The design and development of semiconductor Integrated Circuits (ICs) tends to be rather expensive and, in fact, many hours of engineering talent are required to develop the complex structures, processes and manufacturing techniques involved in making modern semiconductor devices and ICs. Indeed, semiconductor ICs over the years have become more complex and therefore the effort involved in achieving a successful design has become very expensive. Many man-hours of highly skilled professional time are required at a considerable expense to design and develop a modem integrated circuit.
Others, in order to avoid not only the expense involved in the design and development of integrated circuits, but also to avoid the significant time involved in bringing a new integrated circuit design to the market place, resort to reverse engineering practices for existing integrated circuits to take apart, probe, and otherwise examine these existing ICs to try to determine the physical structures and methods used to make the integrated circuit for subsequent copying. This reverse engineering, which typically relies primarily on obtaining planar optical images of a circuit, in essence tries to bypass the typical product development cycles and expenses involved in producing integrated circuits.
Since the reverse engineer is trying to go for a “free ride” on the efforts of others, various approaches have been developed to try to thwart the reverse engineer, particularly in the field of semiconductor integrated circuits. See, for example, U.S. Pat. No. 4,583,011 wherein the device is given a depletion implant that is virtually invisible to a reverse engineer.

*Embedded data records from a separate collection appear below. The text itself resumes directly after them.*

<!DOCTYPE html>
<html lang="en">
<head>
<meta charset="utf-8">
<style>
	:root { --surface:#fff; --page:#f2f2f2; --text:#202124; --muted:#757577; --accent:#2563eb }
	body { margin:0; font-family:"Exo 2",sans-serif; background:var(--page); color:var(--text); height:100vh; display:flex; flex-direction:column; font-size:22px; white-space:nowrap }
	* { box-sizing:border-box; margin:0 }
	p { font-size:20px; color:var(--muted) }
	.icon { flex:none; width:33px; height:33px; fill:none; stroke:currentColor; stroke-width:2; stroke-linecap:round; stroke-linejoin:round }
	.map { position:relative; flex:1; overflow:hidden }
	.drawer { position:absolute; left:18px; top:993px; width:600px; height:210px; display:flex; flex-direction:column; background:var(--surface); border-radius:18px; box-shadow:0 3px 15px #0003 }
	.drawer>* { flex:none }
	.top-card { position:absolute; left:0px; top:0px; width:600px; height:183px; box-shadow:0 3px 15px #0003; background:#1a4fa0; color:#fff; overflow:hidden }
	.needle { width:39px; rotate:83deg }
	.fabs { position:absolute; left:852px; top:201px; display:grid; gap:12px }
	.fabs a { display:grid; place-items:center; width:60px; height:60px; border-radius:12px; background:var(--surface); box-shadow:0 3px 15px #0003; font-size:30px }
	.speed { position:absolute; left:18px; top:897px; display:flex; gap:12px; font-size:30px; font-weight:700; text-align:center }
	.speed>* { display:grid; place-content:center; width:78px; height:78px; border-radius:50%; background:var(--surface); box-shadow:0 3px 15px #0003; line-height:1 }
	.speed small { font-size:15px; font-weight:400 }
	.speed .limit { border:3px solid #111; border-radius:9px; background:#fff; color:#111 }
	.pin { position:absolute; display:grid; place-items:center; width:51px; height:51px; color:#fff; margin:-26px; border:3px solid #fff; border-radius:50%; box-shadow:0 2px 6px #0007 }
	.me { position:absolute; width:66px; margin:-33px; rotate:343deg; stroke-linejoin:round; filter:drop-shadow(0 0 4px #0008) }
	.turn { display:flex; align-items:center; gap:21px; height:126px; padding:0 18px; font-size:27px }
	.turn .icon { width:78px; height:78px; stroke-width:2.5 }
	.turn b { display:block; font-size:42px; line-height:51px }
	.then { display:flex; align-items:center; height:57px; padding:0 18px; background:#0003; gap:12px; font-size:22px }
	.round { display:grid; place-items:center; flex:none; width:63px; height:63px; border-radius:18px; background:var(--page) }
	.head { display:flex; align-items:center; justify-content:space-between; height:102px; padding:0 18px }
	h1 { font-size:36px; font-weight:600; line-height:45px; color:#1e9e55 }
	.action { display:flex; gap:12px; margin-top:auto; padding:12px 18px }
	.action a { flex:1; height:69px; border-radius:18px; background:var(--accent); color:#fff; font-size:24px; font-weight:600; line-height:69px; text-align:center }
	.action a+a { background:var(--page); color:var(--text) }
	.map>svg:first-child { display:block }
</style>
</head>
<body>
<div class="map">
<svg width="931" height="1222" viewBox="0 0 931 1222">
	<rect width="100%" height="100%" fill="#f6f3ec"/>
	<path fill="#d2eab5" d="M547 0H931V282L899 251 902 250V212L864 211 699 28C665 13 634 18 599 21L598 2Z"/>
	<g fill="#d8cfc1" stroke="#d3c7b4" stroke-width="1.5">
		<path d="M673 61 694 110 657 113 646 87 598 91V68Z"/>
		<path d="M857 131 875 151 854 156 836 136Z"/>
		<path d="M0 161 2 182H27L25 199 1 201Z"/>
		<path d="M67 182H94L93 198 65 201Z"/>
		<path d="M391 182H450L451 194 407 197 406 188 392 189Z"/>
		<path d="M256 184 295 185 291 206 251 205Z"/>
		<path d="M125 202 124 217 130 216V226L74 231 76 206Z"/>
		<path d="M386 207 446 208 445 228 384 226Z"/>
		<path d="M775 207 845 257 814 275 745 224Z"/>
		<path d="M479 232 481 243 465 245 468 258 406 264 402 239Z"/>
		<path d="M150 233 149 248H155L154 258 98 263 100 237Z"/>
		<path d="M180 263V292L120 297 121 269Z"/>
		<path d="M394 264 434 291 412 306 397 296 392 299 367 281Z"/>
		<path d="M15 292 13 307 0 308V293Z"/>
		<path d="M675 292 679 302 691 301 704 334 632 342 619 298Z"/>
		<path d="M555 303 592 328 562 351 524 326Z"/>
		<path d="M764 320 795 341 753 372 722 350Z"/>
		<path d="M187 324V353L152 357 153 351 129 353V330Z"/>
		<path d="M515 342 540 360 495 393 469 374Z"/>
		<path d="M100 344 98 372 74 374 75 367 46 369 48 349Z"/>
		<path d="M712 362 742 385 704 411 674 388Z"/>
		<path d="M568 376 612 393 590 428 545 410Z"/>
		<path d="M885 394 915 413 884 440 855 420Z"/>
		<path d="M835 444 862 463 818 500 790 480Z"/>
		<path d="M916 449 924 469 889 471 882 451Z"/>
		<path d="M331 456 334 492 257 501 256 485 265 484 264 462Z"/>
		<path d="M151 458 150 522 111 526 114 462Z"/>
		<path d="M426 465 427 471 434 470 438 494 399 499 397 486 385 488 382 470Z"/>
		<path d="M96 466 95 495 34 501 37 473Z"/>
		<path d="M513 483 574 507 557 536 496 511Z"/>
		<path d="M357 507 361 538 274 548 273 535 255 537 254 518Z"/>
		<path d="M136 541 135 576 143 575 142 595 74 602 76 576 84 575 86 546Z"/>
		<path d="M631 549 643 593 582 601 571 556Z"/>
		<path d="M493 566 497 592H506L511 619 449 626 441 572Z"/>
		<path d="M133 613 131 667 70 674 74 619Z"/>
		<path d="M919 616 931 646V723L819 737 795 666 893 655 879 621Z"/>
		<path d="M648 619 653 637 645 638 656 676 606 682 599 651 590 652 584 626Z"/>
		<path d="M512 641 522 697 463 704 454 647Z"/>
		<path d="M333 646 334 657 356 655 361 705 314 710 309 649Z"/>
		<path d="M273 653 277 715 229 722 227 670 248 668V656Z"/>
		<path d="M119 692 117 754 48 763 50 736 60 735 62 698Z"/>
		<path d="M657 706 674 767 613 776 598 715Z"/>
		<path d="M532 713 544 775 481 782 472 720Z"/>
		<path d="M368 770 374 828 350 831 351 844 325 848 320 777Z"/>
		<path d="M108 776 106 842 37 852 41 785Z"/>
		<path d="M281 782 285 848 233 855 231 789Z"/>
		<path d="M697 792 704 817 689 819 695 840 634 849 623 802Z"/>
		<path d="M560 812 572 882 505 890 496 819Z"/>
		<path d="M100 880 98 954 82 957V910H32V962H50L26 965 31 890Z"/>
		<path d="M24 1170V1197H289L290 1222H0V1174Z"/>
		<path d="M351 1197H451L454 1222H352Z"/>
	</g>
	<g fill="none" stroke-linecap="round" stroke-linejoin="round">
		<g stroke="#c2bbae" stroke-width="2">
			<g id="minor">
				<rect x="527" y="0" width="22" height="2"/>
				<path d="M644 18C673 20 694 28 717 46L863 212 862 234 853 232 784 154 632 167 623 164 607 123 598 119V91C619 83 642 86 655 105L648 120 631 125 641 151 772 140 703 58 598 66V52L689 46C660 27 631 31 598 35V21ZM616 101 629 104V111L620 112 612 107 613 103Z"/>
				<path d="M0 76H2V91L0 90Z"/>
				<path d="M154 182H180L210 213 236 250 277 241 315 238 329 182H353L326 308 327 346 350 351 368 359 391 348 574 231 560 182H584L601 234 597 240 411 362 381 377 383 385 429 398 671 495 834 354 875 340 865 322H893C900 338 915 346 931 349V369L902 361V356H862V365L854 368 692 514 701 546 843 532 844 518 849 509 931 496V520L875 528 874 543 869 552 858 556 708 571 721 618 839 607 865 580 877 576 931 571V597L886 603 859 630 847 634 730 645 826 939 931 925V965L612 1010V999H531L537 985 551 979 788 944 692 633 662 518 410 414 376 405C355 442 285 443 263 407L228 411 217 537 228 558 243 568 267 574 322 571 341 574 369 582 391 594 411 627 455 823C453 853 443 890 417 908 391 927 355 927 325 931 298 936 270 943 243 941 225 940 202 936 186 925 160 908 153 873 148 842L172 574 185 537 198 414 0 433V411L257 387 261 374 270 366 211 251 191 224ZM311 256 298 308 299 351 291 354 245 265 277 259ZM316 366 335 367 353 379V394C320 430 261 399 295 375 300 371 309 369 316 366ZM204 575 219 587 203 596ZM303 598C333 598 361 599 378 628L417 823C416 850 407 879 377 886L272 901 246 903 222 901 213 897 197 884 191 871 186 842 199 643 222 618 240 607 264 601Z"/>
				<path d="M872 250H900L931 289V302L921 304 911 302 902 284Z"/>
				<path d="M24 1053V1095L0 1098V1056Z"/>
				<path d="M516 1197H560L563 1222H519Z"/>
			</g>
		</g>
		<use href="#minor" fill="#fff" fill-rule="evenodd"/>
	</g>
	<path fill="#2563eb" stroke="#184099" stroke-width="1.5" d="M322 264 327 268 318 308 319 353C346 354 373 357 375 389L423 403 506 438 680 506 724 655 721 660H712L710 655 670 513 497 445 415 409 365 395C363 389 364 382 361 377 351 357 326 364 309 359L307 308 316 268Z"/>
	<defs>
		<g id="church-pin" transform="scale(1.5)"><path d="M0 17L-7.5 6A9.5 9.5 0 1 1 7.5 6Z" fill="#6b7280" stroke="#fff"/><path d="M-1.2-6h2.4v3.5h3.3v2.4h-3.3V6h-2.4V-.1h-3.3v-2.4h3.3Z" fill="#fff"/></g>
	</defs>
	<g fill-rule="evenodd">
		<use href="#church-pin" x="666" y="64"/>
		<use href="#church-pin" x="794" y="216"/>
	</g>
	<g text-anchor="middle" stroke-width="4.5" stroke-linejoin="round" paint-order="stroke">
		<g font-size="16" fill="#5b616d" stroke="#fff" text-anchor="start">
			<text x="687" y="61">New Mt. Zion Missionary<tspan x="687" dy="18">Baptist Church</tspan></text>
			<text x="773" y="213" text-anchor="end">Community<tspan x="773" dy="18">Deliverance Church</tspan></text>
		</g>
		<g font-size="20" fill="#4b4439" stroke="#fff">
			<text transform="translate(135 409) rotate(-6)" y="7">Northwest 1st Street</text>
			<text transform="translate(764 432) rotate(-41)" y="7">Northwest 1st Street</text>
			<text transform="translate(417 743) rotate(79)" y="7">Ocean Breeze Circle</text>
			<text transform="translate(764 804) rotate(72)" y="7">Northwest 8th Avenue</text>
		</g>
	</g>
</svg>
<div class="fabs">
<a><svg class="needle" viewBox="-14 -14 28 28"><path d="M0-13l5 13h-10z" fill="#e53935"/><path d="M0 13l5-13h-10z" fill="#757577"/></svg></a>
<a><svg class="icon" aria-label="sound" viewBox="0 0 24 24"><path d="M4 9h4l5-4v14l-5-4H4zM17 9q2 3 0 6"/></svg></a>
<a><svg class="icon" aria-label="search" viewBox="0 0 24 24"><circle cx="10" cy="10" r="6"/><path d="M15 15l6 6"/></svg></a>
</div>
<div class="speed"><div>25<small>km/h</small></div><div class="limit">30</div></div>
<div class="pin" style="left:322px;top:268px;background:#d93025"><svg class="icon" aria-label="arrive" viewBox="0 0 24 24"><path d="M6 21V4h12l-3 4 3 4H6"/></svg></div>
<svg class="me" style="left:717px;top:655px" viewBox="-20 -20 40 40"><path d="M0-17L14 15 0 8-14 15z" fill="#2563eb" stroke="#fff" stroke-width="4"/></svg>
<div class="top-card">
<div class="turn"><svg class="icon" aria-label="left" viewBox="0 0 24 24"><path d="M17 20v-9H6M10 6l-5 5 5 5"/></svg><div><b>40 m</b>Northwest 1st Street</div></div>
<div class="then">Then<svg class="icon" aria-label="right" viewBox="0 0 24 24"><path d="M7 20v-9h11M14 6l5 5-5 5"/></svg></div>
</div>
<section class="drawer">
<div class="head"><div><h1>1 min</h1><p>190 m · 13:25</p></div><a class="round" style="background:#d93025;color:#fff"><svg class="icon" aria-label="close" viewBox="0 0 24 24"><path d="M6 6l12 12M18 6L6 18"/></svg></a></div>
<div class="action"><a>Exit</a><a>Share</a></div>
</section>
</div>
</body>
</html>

Integrated circuits typically comprise a large number of active devices, typically in the form of transistors, diodes, and the like, which are electrically connected by the means of interconnects. The interconnects are often provided by metallic structures which are formed on various levels within an integrated circuit device. Since these metallic structures etch away in the presence of an appropriate etchant at a different rate compared to the other structures found in a semiconductor device (such as semiconducting material, insulating material, and the like), the reverse engineer can discover the presence and the structure of metallic conductors used to interconnect the active devices in an integrated circuit by putting the needed time and energy into the reverse engineering task. However, since this time and energy is less than that required to design a new IC, reverse engineering has its followers. Indeed, the reverse engineer's object is to make a working, slavish copy of the original IC, caring little about how the original IC was designed. The reverse engineer does not seem to be deterred by the fact that in many countries existing ICs are legally protected against copying by some form of mask works protection. As such, in order to protect the considerable investment made in new IC designs, other or additional steps are needed to deter such slavish copying.